The other thing that I just remembered was that there were new levels due out this evening on iAssociate and I’ve just downloaded them.  So that will entertain me for the rest of the evening.

Z is not herself

I don’t miss listening to The Archers in the least, and I really, really don’t want to start again.  The memory of the lives of all those people whom I don’t care about, some of whom are quite annoying, makes me wonder why I retained the listening habit for so long – except, that it’s something to do while I’m getting dinner ready.  And listening to voices on the radio while I cook is something I like.  Music isn’t the same, and a spoken book isn’t the same.  And I liked Front Row, which followed it, and now I don’t think to switch that on.  Digital reception is poor in this house, and I have to keep the digital radio on a windowsill to use it at all, and I’m not going to keep unplugging it and taking it back and forth.  It’s not worth buying a second when I hardly ever use it, because of the bad reception and because I still often can’t find a spoken programme I want to listen to other than Radio 4.

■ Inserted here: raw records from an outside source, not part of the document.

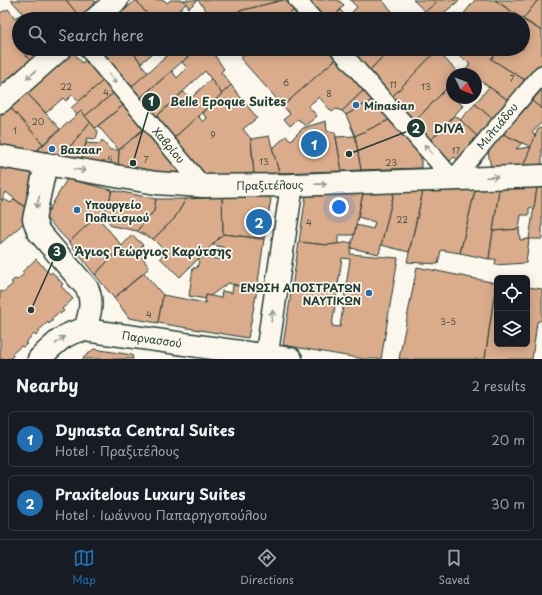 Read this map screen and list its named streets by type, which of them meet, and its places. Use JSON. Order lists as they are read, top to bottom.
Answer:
{
  "streets": {
    "street": [
      "Μιλτιάδου",
      "Χαβρίου",
      "Πραξιτέλους",
      "Παρνασσού"
    ]
  },
  "crossings": [
    ["Μιλτιάδου", "Πραξιτέλους"],
    ["Χαβρίου", "Πραξιτέλους"]
  ],
  "one_way": ["Χαβρίου", "Πραξιτέλους"],
  "places": [
    "Minasian",
    "Bazaar",
    "DIVA",
    "Belle Epoque Suites",
    "Υπουργείο Πολιτισμού",
    "ΕΝΩΣΗ ΑΠΟΣΤΡΑΤΩΝ ΝΑΥΤΙΚΩΝ",
    "Άγιος Γεώργιος Καρύτσης"
  ],
  "house_numbers": [
    "7",
    "6",
    "11",
    "22",
    "13",
    "4",
    "8",
    "20",
    "1",
    "9",
    "17",
    "5",
    "7",
    "13",
    "23",
    "1",
    "22",
    "4",
    "4",
    "3-5"
  ],
  "north": "bottom right",
  "page": {
    "search": "Search here",
    "pins": ["1", "2"],
    "heading": ["Nearby", "2 results"],
    "list": [
      {
        "mark": "1",
        "name": "Dynasta Central Suites",
        "note": "Hotel · Πραξιτέλους",
        "value": "20 m"
      },
      {
        "mark": "2",
        "name": "Praxitelous Luxury Suites",
        "note": "Hotel · Ιωάννου Παπαρηγοπούλου",
        "value": "30 m"
      }
    ],
    "nav": ["Map", "Directions", "Saved"]
  }
}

This evening, I had a break while waiting for the food to finish cooking, and saw that The Culture Show was halfway through on BBC2 and came in and switched it on.  First there was a photographer, who mostly seemed to be detaching his emotions for his job as a photographic journalist who saw and recorded terrible things.  Then there was a bloke with a thing about whales.  The importance of whales in art, history and literature was rather wildly overstated (Genesis, where a whale isn’t actually mentioned, Moby Dick and some scrimshaw haven’t really made them the iconic subject over the centuries he and his interviewer tried to paint them) and then pictures of whaling ships came on.  I never quite got what the interviewee had done to be interviewed about, but by this point I didn’t care. The television was switched off and won’t be turned on again tonight.  Agreed, I’m a bad tempered old bat, but I don’t think some entertainment at 7.30 is an unreasonable hope.  Of course, the rest of the programme might have been splendid, but it wasn’t entertaining.

I mislaid the tv remote control a few weeks ago, so I have to turn it on and off by the buttons at the back.  It’s rather good really, it means that you only bother to turn it on for something you really want to watch (apart from this evening, and I soon was reminded of my mistake).  Next month I will buy a tv licence, and in the summer I shall send it back again for a refund – unless the free licence concession for over 75s has been revoked without my noticing.  If it weren’t for that, I seriously doubt whether I’d bother having a television at all.  I don’t suppose the quality has suddenly got markedly worse, I think it’s me.  I’ve seen enough and I’ve read enough.  By broadening my musical taste considerably, I’m still engaged with listening to it, and I also like listening to voices (not ones inside my head, darlings, do bear with me) but I that’s about it.  And now I’ve gone off alcohol, it seems to be the last straw.  I’m no longer the person I used to be.